I first met Justice Antonin Scalia when I was a law student at the University of Chicago, where he was a law professor. The first course I took from him was Constitutional Law I, which at Chicago was a second-year course focused exclusively on the structural provisions of the Constitution.
My sharpest memory of the class is how he explained Marbury v. Madison. At least since the second half of the twentieth century, law professors have taught Marbury as the case where Chief Justice John Marshall, through a clever jiu jitsu move, avoided a confrontation with the president by “discovering” (read “inventing”) a power of the Supreme Court to strike down an act of Congress. This power, the professoriate claimed, was nowhere to be found in the text of the Constitution. It was the first act of the Court “shaping” the Constitution to fit our needs. They went on to read Marshall’s famous statement that “it is emphatically the province and duty of the Court to say what the law is” as a successful power grab by the Chief Justice that turned the Supreme Court into the final arbiter of constitutional questions.

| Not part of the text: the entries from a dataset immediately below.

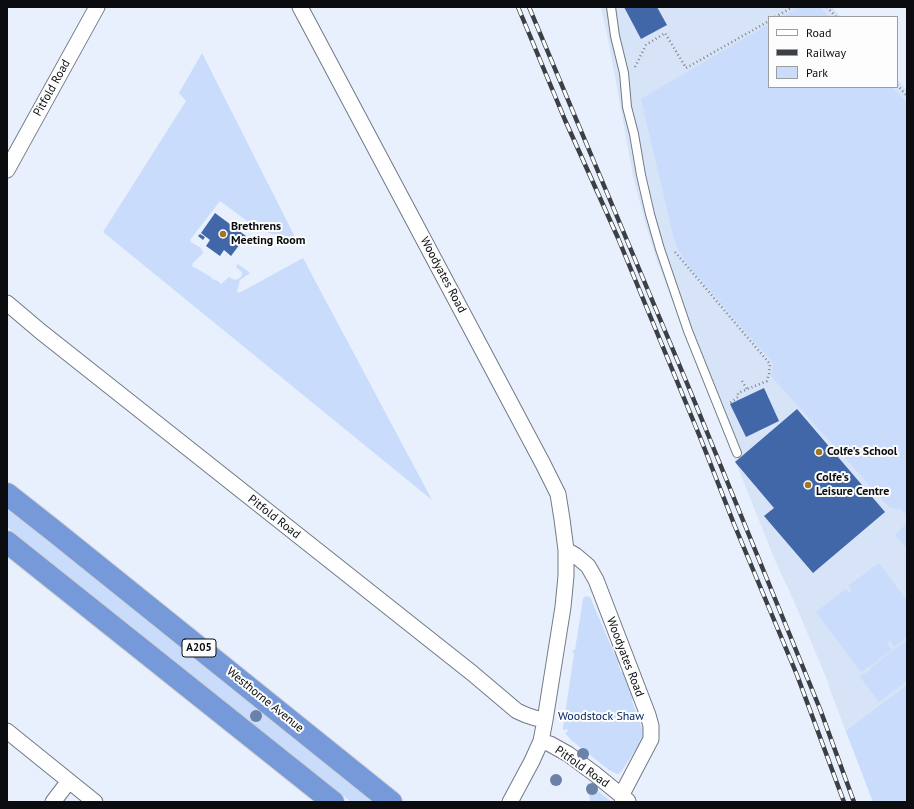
<!DOCTYPE html>
<style>
body{margin:0}
#map{position:relative;width:914px;height:809px;overflow:hidden;background:#e8f0fd;font-family:"PT Sans",sans-serif}
canvas{display:block}
.frame{position:absolute;inset:0;border:8px solid #0a0c10;pointer-events:none}
.legend{position:absolute;left:768px;top:16px;width:130px;height:72px;box-sizing:border-box;background:#fdfdfd;border:1px solid #9c9d9e;margin:0;padding:5px 7px;list-style:none;font-size:12px;color:#0a0c10}
.legend li{display:flex;align-items:center;gap:8px;height:20px}
.legend b{width:20px;border:1px solid #9c9d9e}
</style>
<div id="map">
<canvas width="914" height="809"></canvas>
<div class="frame"></div>
<ul class="legend">
<li><b style="height:5px;background:#fff"></b>Road</li>
<li><b style="height:5px;background:#3c4046"></b>Railway</li>
<li><b style="height:11px;background:#c9dcfc"></b>Park</li>
</ul>
</div>
<script>
const ctx = document.querySelector('canvas').getContext('2d');
ctx.lineJoin = 'round';
function fillPath(path, color) {
  ctx.fillStyle = color;
  ctx.fill(path, 'evenodd');
}
function poly(rows) {
  const path = new Path2D();
  for (const r of rows) {
    path.moveTo(r[0], r[1]);
    for (let i = 2; i < r.length; i += 2) path.lineTo(r[i], r[i + 1]);
  }
  return path;
}
function trace(path, color, width, dash) {
  ctx.strokeStyle = color;
  ctx.lineWidth = width;
  ctx.lineCap = dash ? 'butt' : 'round';
  ctx.setLineDash(dash || []);
  ctx.stroke(path);
}
function write(font, color, halo, rows, align = 'center') {
  ctx.font = font + ' "PT Sans",sans-serif';
  ctx.lineWidth = 4;
  ctx.setLineDash([]);
  ctx.textBaseline = 'middle';
  ctx.strokeStyle = halo;
  ctx.fillStyle = color;
  for (const [text, x, y, turn = 0] of rows) {
    ctx.save();
    ctx.translate(x, y);
    ctx.rotate((+turn || 0) * Math.PI / 180);
    ctx.textAlign = isNaN(turn) ? turn : align;
    if (halo) ctx.strokeText(text, 0, 0);
    ctx.fillText(text, 0, 0);
    ctx.restore();
  }
}
fillPath(poly([
 [601,7,832,7,841,17,769,17,769,87,897,87,897,79,907,90,907,802,873,802,830,690,828,682,796,606,774,558,689,345,656,258,646,226,633,176,610,49]
]), '#d7e3f7');
fillPath(poly([
 [799,7,820,7,829,17,782,17],
 [769,24,769,87,892,87,907,103,907,515,901,509,890,508,771,376,773,369,772,362,689,266,678,250,674,239,641,99],
 [202,53,297,241,259,230,220,201,190,240,191,242,201,248,203,253,193,263,192,266,211,277,212,279,218,281,221,284,229,277,235,280,240,278,242,275,242,272,237,268,236,266,238,264,239,265,249,272,250,273,243,278,240,280,237,292,239,293,303,258,432,500,103,232,186,101,179,93],
 [7,507,374,802,351,802,7,527],
 [907,523,907,548,895,535],
 [879,563,907,601,907,637,894,647,890,641,887,643,892,650,861,672,816,612,846,589,849,593,852,591,848,586],
 [585,596,590,597,614,653,618,655,620,660,618,664,621,672,626,672,632,690,630,692,632,695,633,695,632,701,644,734,638,748,636,749,621,772,619,774,617,774,609,770,571,740,565,733,568,731,567,729,563,730,563,727,574,654,572,650,575,650,583,599],
 [907,640,907,681,879,702,860,677,871,669,871,667],
 [907,685,907,802,873,802,846,731],
 [587,783,589,784,612,802,587,802,590,801]
]), '#c9dcfc');
fillPath(poly([
 [624,7,657,7,667,25,641,39],
 [215,213,246,236,231,256,224,250,220,256,206,246,210,240,201,233],
 [200,234,205,237,203,240,198,236],
 [764,388,779,421,746,437,730,404],
 [797,409,885,512,813,573,764,516,774,508,735,462]
]), '#4167a8');
const lane = poly([
 [611,7,615,36,624,73,627,107,634,134,641,175,650,214,660,249,688,331,737,453]
]);
const street = poly([
 [300,7,543,464,558,494,562,519,566,550,566,576,563,607,545,720,541,741,532,761,510,802],
 [7,170,97,7],
 [7,303,40,331,472,673,511,706,517,711,526,715,535,718,545,720],
 [566,550,575,555,588,566,596,580,648,715,651,726,651,739,621,796],
 [7,731,95,802],
 [541,741,550,744,568,754,595,774,628,801],
 [53,802,69,781]
]);
const highway = poly([
 [7,494,54,531,391,802],
 [7,542,333,802]
]);
trace(lane, '#727984', 10);
trace(street, '#727984', 17);
trace(highway, '#d3d3d4', 24);
trace(poly([
 [827,7,836,17],
 [775,17,793,7],
 [635,67,646,45,665,33,686,68,769,21],
 [897,85,907,96],
 [675,252,770,364,769,374,767,381,738,393,738,397,730,403],
 [742,381,747,389]
]), '#7f848d', 2.5, [1, 3]);
trace(lane, '#fff', 8);
trace(street, '#fff', 15);
trace(highway, '#769ad9', 22);
const rail = poly([
 [518,7,565,120,618,238,700,437,734,524,797,675,844,802],
 [529,7,689,388,820,709,854,802]
]);
trace(rail, '#3c4046', 4.5);
trace(rail, '#fdfdfd', 3, [9]);
ctx.fillStyle = '#6a81a8';
for (const [x, y] of [
 [256,716],
 [583,754],
 [556,780],
 [592,789]
]) {
  ctx.beginPath();
  ctx.arc(x, y, 6, 0, 2 * Math.PI);
  ctx.fill();
}
for (const [x, y, r, color] of [
 [223,234,4,"#9f7624"],
 [819,452,4,"#9f7624"],
 [808,485,4,"#9f7624"]
]) {
  const dot = new Path2D();
  dot.arc(x, y, r, 0, 2 * Math.PI);
  ctx.fillStyle = color;
  ctx.fill(dot);
  trace(dot, '#fdfdfd', 1.5);
}
for (const [x, y, w] of [
 [199,648,34]
]) {
  const box = new Path2D();
  box.roundRect(x - w / 2, y - 9, w, 18, 3);
  ctx.fillStyle = '#fdfdfd';
  ctx.fill(box);
  trace(box, '#0a0c10', 1);
}
write('bold 11px', '#0a0c10', null, [
 ["A205",199,648]
]);
write('12px', '#0a0c10', '#fdfdfd', [
 ["Pitfold Road",52,88,-61],
 ["Woodyates Road",443,275,62],
 ["Pitfold Road",274,517,38],
 ["Woodyates Road",625,657,69],
 ["Westhorne Avenue",265,700,39],
 ["Pitfold Road",582,767,35]
]);
write('bold 12px', '#0a0c10', '#fdfdfd', [
 ["Brethrens",231,227],
 ["Meeting Room",231,241],
 ["Colfe's School",827,452],
 ["Colfe's",816,478],
 ["Leisure Centre",816,492]
], 'left');
write('12px', '#032662', '#fdfdfd', [
 ["Woodstock Shaw",601,717]
]);
</script>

Then-Professor Scalia read this statement rather differently. He viewed it as being primarily not about judicial power, but about judicial obligation (or as Professor Philip Hamburger would later say, judicial duty). He understood Marshall’s point to be not that the Court is some kind of special guardian of the Constitution but something far more straightforward: that the Constitution is a law, and therefore, like other laws, it supplies the rule of decision to the Court in a case properly before the Court. In the Scalia reading of Marbury, there is no special “power of judicial review,” just the question whether the Constitution is a law that the Supreme Court is required to follow in a case before it.
This reading of Marbury, I later realized, was integral to how Justice Scalia saw his job – not as the shaper of the Constitution, but as its servant. And while, to be sure, there is something to be said for both ways of viewing the case, it turns out that there is a lot more to be said for Justice Scalia’s than most of the professoriate had been inclined to think.